“Do I have a choice? You are arguing that her lack of fortune puts her at a disadvantage and excuses her timidity.”
Skye huffed in exasperation. “No, I am arguing that she deserves better than to be sold into a loveless marriage. She will be miserable.”
“Her happiness is not my responsibility.”
“Of course not. But your happiness is our responsibility. We are your family. We love you and we want you to be happy.”
“I am happy.”
Skye raised an eyebrow. “Somehow I doubt it. You spend all your time drinking and carousing and wenching and racing.”
Jack shot her an amused glance over his half-empty mug of ale. “What would you know about wenching?”
“I am three-and-twenty and not nearly as innocent as I look.
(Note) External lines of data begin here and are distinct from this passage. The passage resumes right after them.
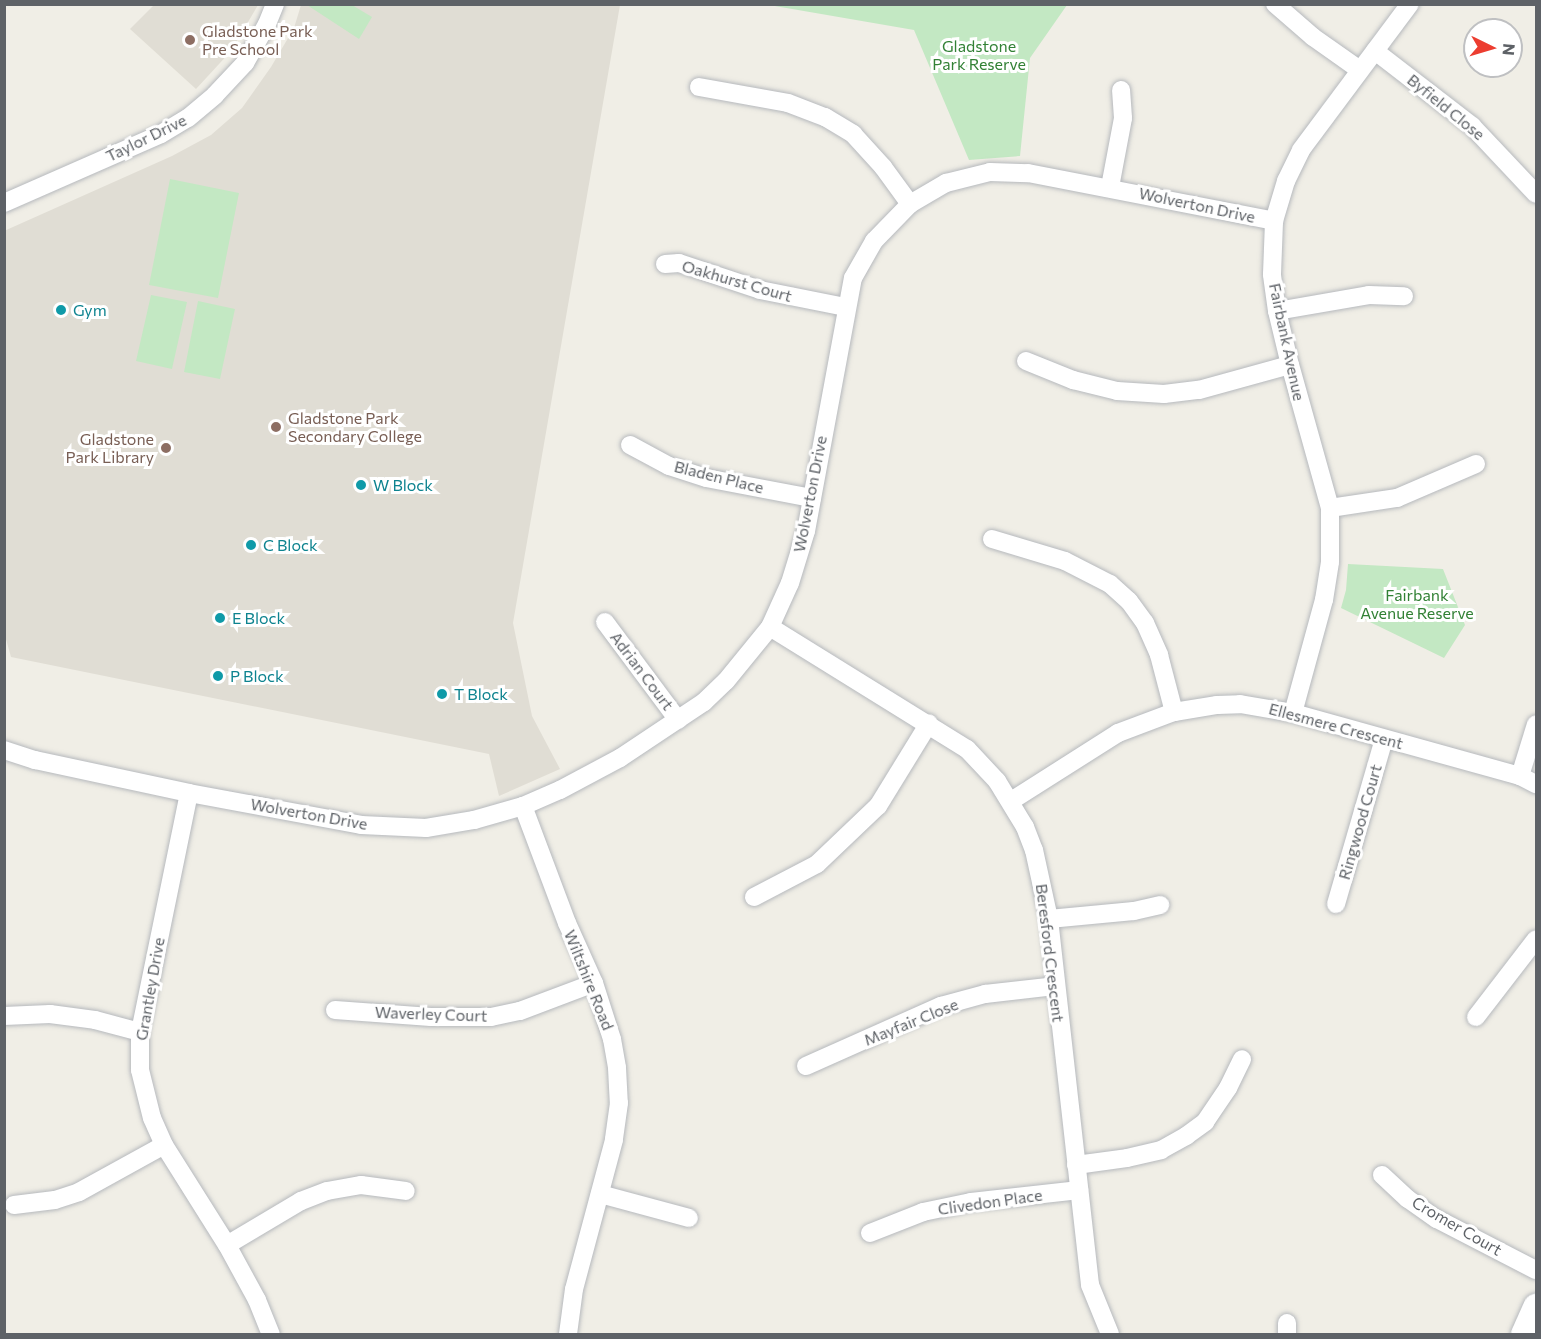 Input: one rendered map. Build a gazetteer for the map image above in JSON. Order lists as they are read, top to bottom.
{
  "streets": {
    "street": [
      "Byfield Close",
      "Taylor Drive",
      "Wolverton Drive",
      "Oakhurst Court",
      "Fairbank Avenue",
      "Bladen Place",
      "Adrian Court",
      "Ellesmere Crescent",
      "Ringwood Court",
      "Beresford Crescent",
      "Wiltshire Road",
      "Grantley Drive",
      "Waverley Court",
      "Mayfair Close",
      "Clivedon Place",
      "Cromer Court"
    ]
  },
  "crossings": [
    ["Byfield Close", "Fairbank Avenue"],
    ["Wolverton Drive", "Oakhurst Court"],
    ["Wolverton Drive", "Fairbank Avenue"],
    ["Wolverton Drive", "Bladen Place"],
    ["Wolverton Drive", "Adrian Court"],
    ["Wolverton Drive", "Beresford Crescent"],
    ["Wolverton Drive", "Wiltshire Road"],
    ["Wolverton Drive", "Grantley Drive"],
    ["Fairbank Avenue", "Ellesmere Crescent"],
    ["Ellesmere Crescent", "Ringwood Court"],
    ["Ellesmere Crescent", "Beresford Crescent"],
    ["Beresford Crescent", "Mayfair Close"],
    ["Beresford Crescent", "Clivedon Place"],
    ["Wiltshire Road", "Waverley Court"]
  ],
  "parks": ["Gladstone Park Reserve", "Fairbank Avenue Reserve"],
  "places": [
    "Gladstone Park Pre School",
    "Gym",
    "Gladstone Park Secondary College",
    "Gladstone Park Library",
    "W Block",
    "C Block",
    "E Block",
    "P Block",
    "T Block"
  ],
  "north": "right"
} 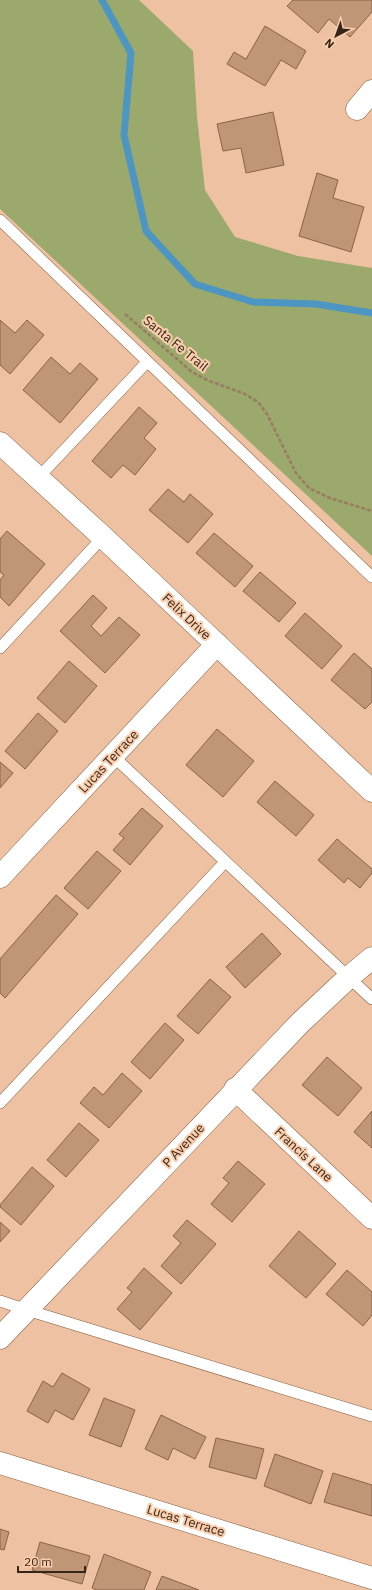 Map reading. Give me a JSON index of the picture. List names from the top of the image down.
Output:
{
  "streets": {
    "street": [
      "Felix Drive",
      "Lucas Terrace",
      "P Avenue",
      "Francis Lane"
    ],
    "path": ["Santa Fe Trail"]
  },
  "crossings": [
    ["Felix Drive", "Lucas Terrace"],
    ["P Avenue", "Francis Lane"]
  ],
  "scale_bar": "20 m",
  "north": "bottom left"
} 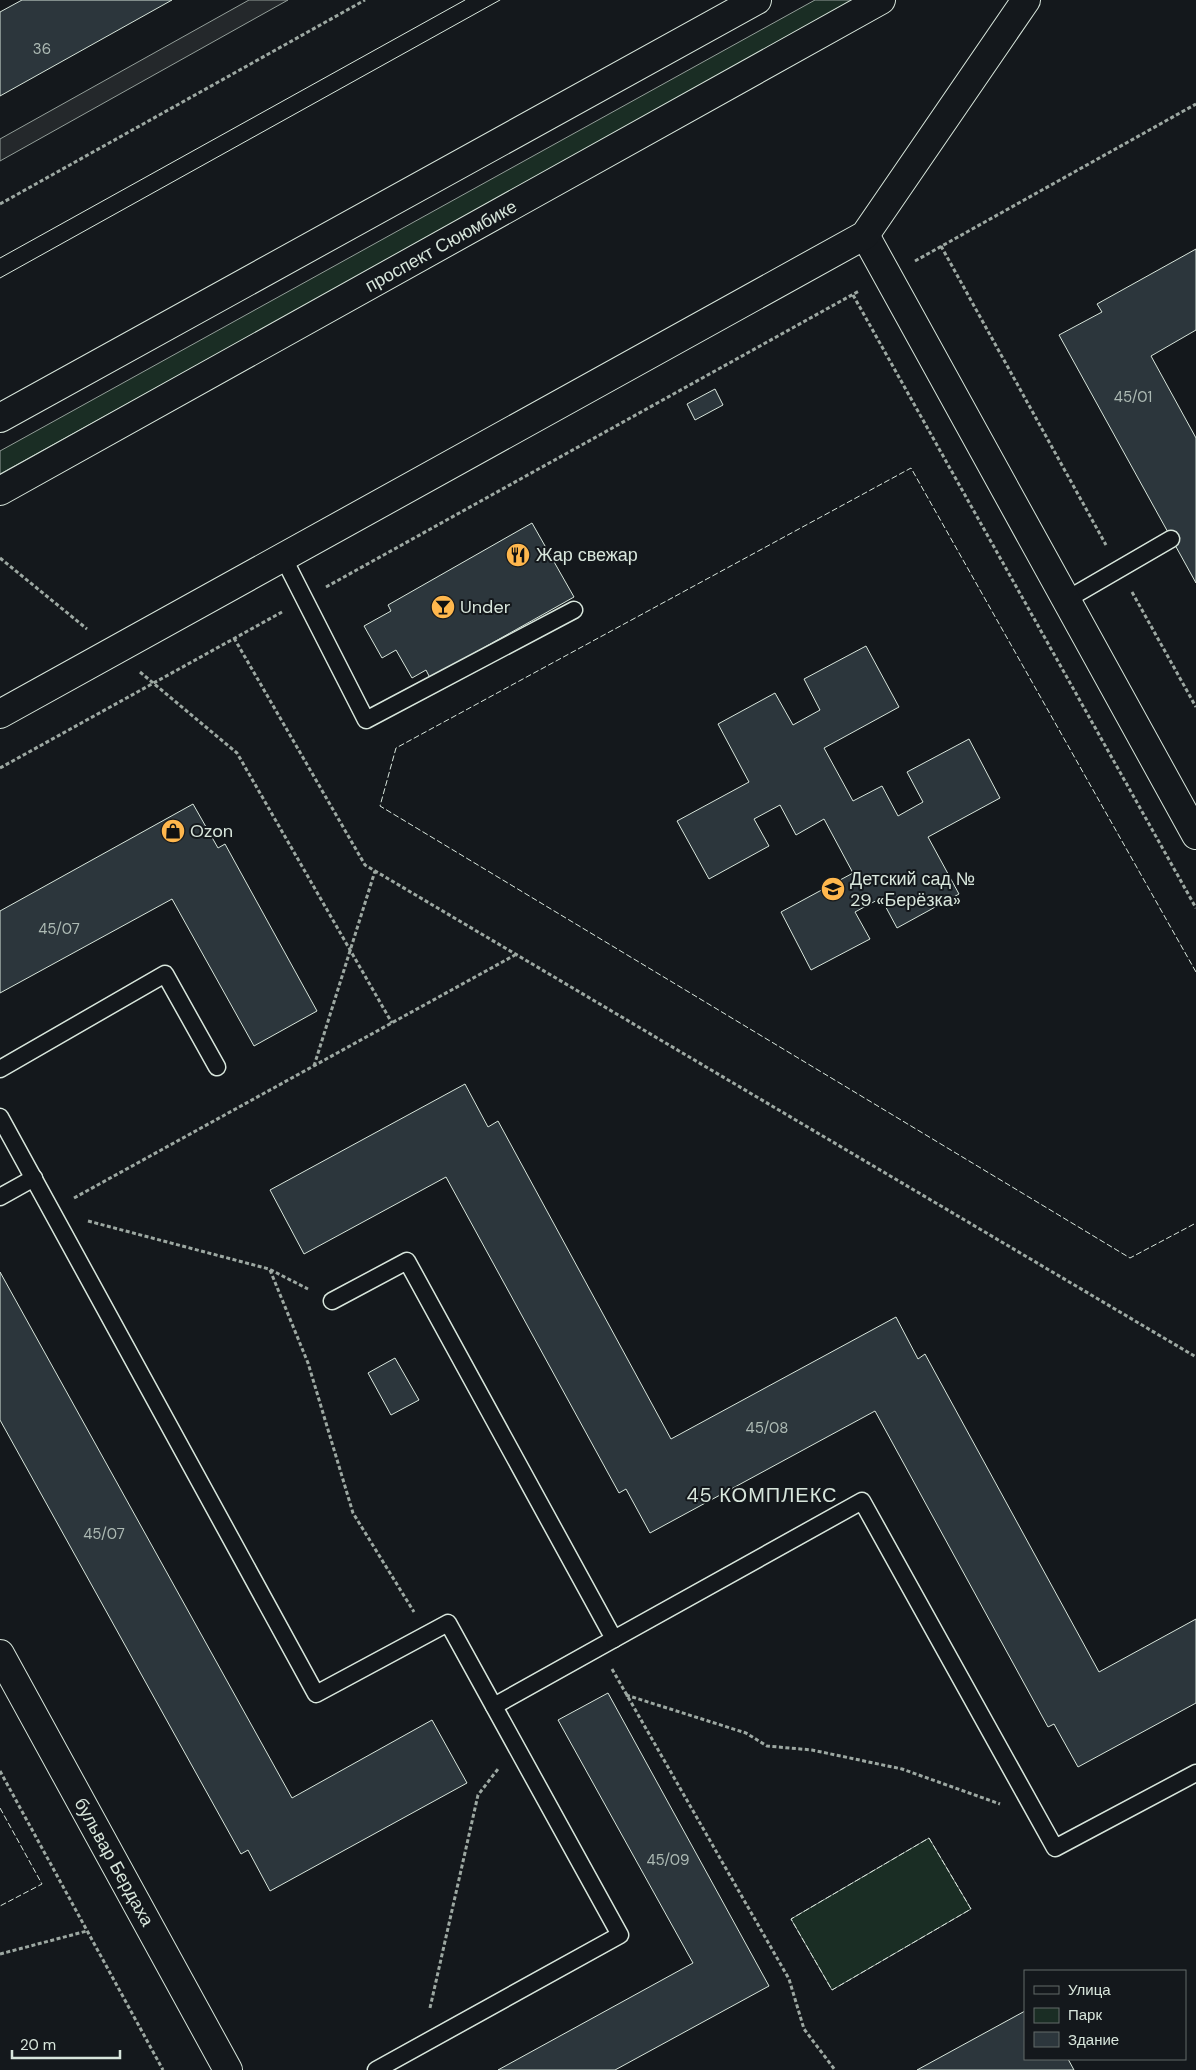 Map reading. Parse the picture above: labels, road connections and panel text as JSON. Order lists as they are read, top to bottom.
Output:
{
  "streets": {
    "street": ["проспект Сююмбике", "бульвар Бердаха"]
  },
  "districts": ["45 КОМПЛЕКС"],
  "places": {
    "restaurant": ["Жар свежар"],
    "bar": ["Under"],
    "shop": ["Ozon"],
    "school or university": ["Детский сад № 29 «Берёзка»"]
  },
  "house_numbers": [
    "36",
    "45/01",
    "45/07",
    "45/08",
    "45/07",
    "45/09"
  ],
  "legend": ["Улица", "Парк", "Здание"],
  "scale_bar": "20 m"
}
And I am positive your carefree bachelor life will not be fulfilling forever.”
Jack took another long pull of ale. The Wilde cousins were an unruly bunch. Ash was their fearless leader, while Quinn was the brilliant adventurer. Spitfire Kate was the romantic of the family, and Skye the sweet but mischievous darling.
Jack, however, had always been the chief hell-raiser among them, notorious for his escapades. Often during those dark months of mourning their parents, he’d purposely played the fun-loving rascal—because he saw it as his duty to enliven his kin’s lives and provide levity and diversion to ease their grief. The simple fact was, he’d learned from an early age to use laughter as an antidote to pain.
As an adult, he’d continued his hell-raising ways. The shallow, diverting life of the rake about town suited him well enough. Even so, the emptiness of his days had begun to pall of late, accompanied by a nameless, nagging dissatisfaction with his romantic dalliances. He wanted … more from his relationships.
Which was absurd. He had his family. He shouldn’t need anyone else. Furthermore, he had only himself to blame if he felt alone and isolated at times. He still kept part of himself closed off even from his close-knit family. For his own self-protection, he still guarded his emotions and rarely showed any real feeling other than humor.
Unlike Skye, who wore her heart on her sleeve, as she was doing now. Her expression had turned earnest and pleading.
“If you don’t act now, Jack, it will be too late. You will lose your chance for true love. Life is too short to waste—you should know that better than anyone. Aunt Clara was your age when she died, and she sacrificed everything for love.”
Jack winced at her frankness, but he should have expected Skye to use any means at her disposal to convince him, including his mother’s sad experience. Skye was like a burr when she wanted something, burrowing under the skin and refusing to be dislodged. She’d been that way from an early age.
She wasn’t even born when he’d arrived in England with his uncles all those years ago, newly orphaned and grieving and afraid. But her birth had given him something to latch on to. She was so tiny and helpless, he’d appointed himself her protector. Later as a toddler, she had followed him everywhere, calling him “mine.” He couldn’t get rid of her.
She had stubbornly wormed her way into his heart, the first of his cousins to do so. Skye had dragged him into the loving family fold, kicking and screaming. Because of her keen sensitivity, she more than anyone had an instinctive understanding of the torment he had gone through as a child, even if she didn’t know the excruciating details. In return, he’d guarded and cared for her as if she were his flesh and blood sister.
A special bond still existed between them, which she unfairly called u
pon now:
“If you won’t try and save Miss Fortin for your own sake, then do it for mine. Please.”
And that was the rub, Jack knew. He was rarely able to resist Skye. Few people could, especially men. She could wrap them around her finger and sweetly persuade them all to do her bidding.
Yet he wouldn’t base a decision of such import on his cousin’s whims alone. If he were to pursue his legendary lovers tale, it would be for his own sake. His and Sophie Fortin’s.
It was true, though. Miss Fortin did need rescuing. And perhaps he needed rescuing from the self-imposed blandness of his life as well.…
Coming to a decision, Jack drained the last of his ale while shaking his head. He couldn’t believe he was about to entangle himself in an age-old feud and complicate his life immeasurably by trying to save a near stranger from a loveless marriage to a middle-aged duke.
Apparently Skye misjudged his gesture. “So are you just giving up?”
“I did not say that.” He wouldn’t, couldn’t turn his back on Miss Fortin. Not now that he’d had a taste of her. His protective instincts had been inexorably aroused.
Skye appeared to lose patience at his silence. “Drat you, Jack, you are being annoyingly stubborn.”
Crossing his arms over his chest, he grinned at her. “So what else is new?” At her glare of frustration, however, he ended his teasing and held out his hand. “Give me the damned journal.”
A brilliant smile spread Skye’s mouth as she slid the volume across the table.
“Don’t raise your hopes too high,” he warned. “I’m not promising to court her. And you vastly underestimate the effort it will require to save her from wedding her duke at this late date.”